TASK STATEMENT: Among the entries below, find the lines holding "Rise" and copy them.
•••••
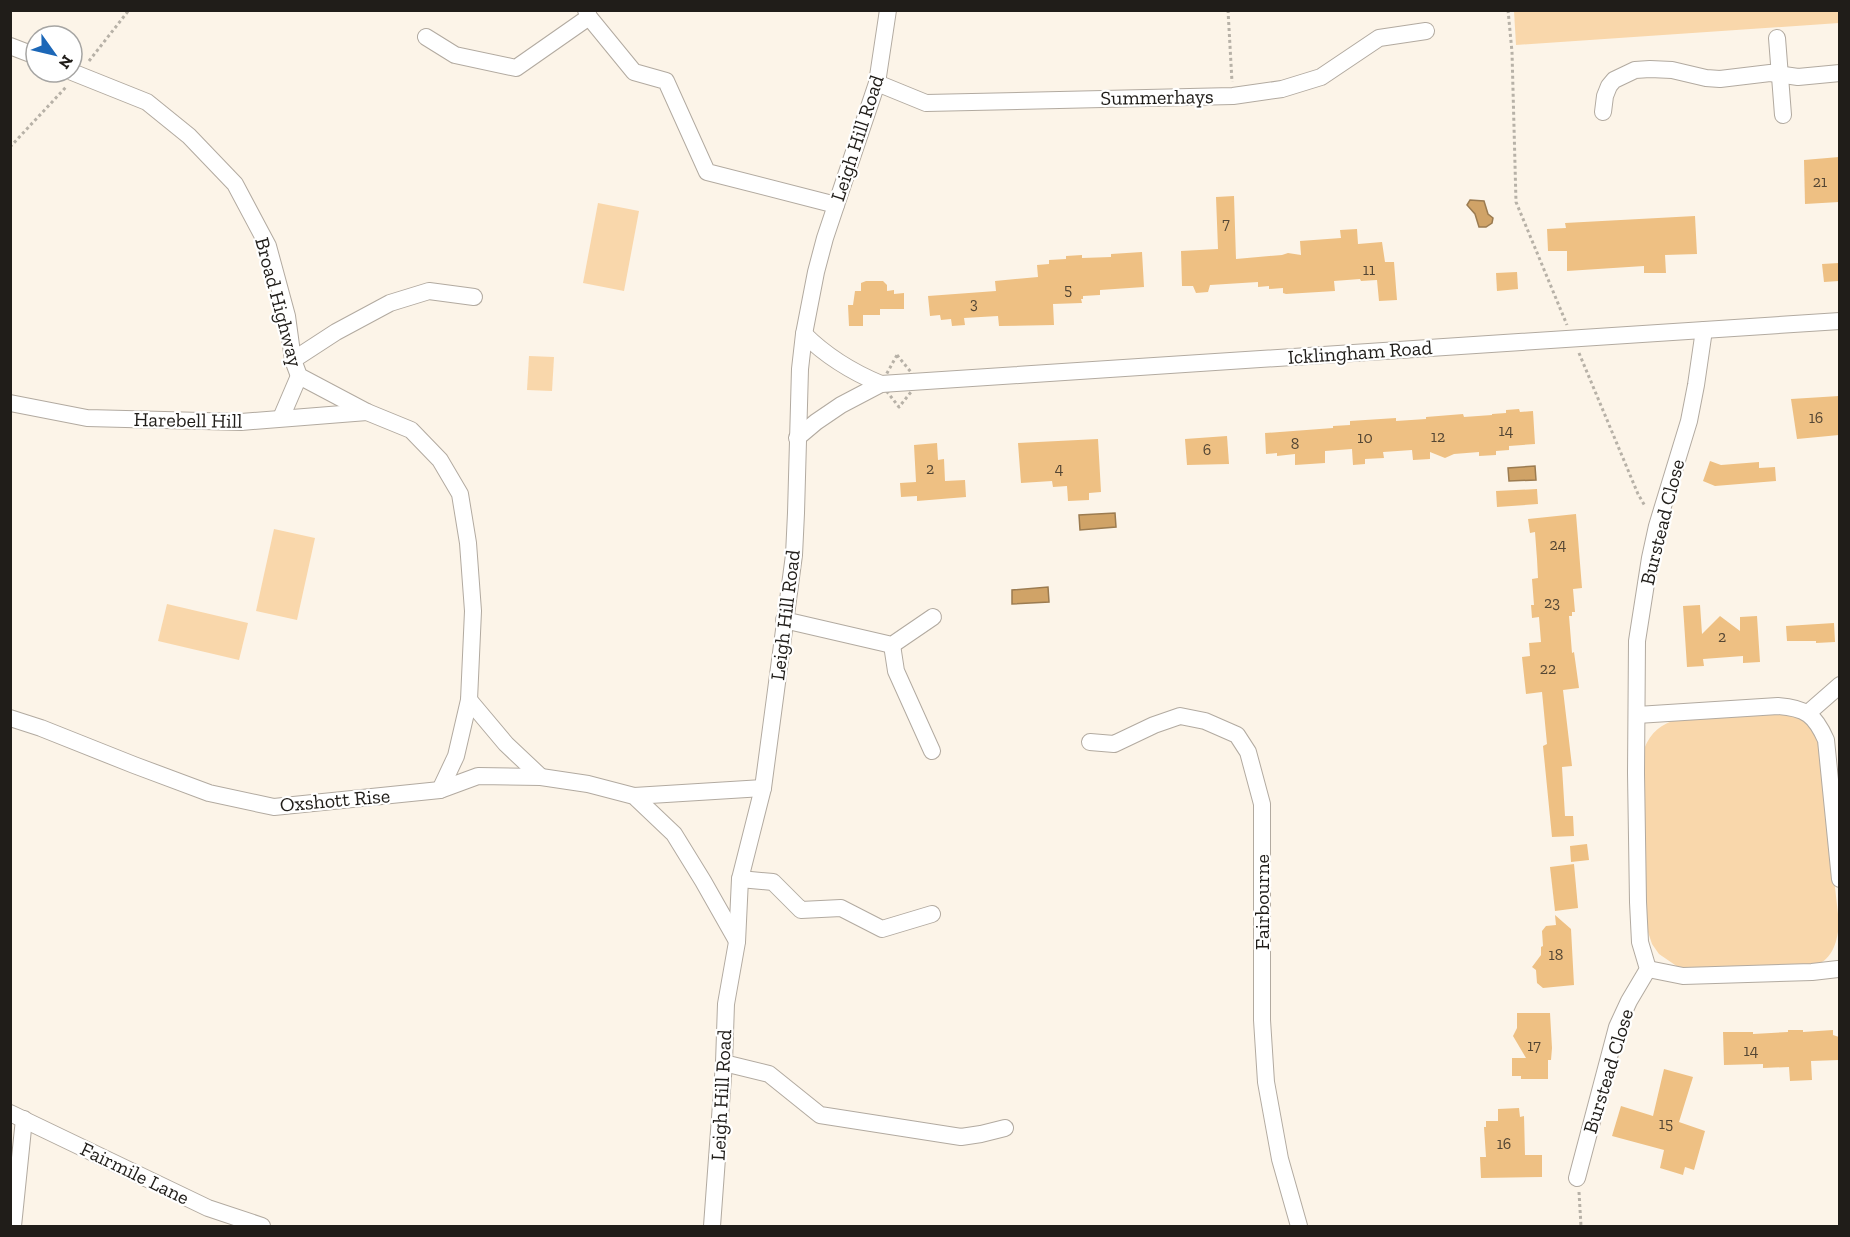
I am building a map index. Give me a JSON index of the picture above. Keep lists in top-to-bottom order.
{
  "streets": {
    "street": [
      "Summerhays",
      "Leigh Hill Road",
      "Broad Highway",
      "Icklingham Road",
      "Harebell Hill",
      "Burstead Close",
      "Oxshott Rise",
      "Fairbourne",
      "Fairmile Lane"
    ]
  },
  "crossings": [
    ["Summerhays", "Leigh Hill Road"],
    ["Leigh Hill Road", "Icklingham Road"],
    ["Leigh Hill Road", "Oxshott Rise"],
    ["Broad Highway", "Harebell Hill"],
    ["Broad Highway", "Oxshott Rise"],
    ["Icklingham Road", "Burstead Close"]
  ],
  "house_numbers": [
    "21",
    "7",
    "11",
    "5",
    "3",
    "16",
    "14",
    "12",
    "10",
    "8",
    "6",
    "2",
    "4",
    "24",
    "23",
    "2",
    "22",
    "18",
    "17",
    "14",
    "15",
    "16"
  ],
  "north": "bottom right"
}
•••••
RESULT OF THE TASK:
      "Oxshott Rise",
    ["Leigh Hill Road", "Oxshott Rise"],
    ["Broad Highway", "Oxshott Rise"],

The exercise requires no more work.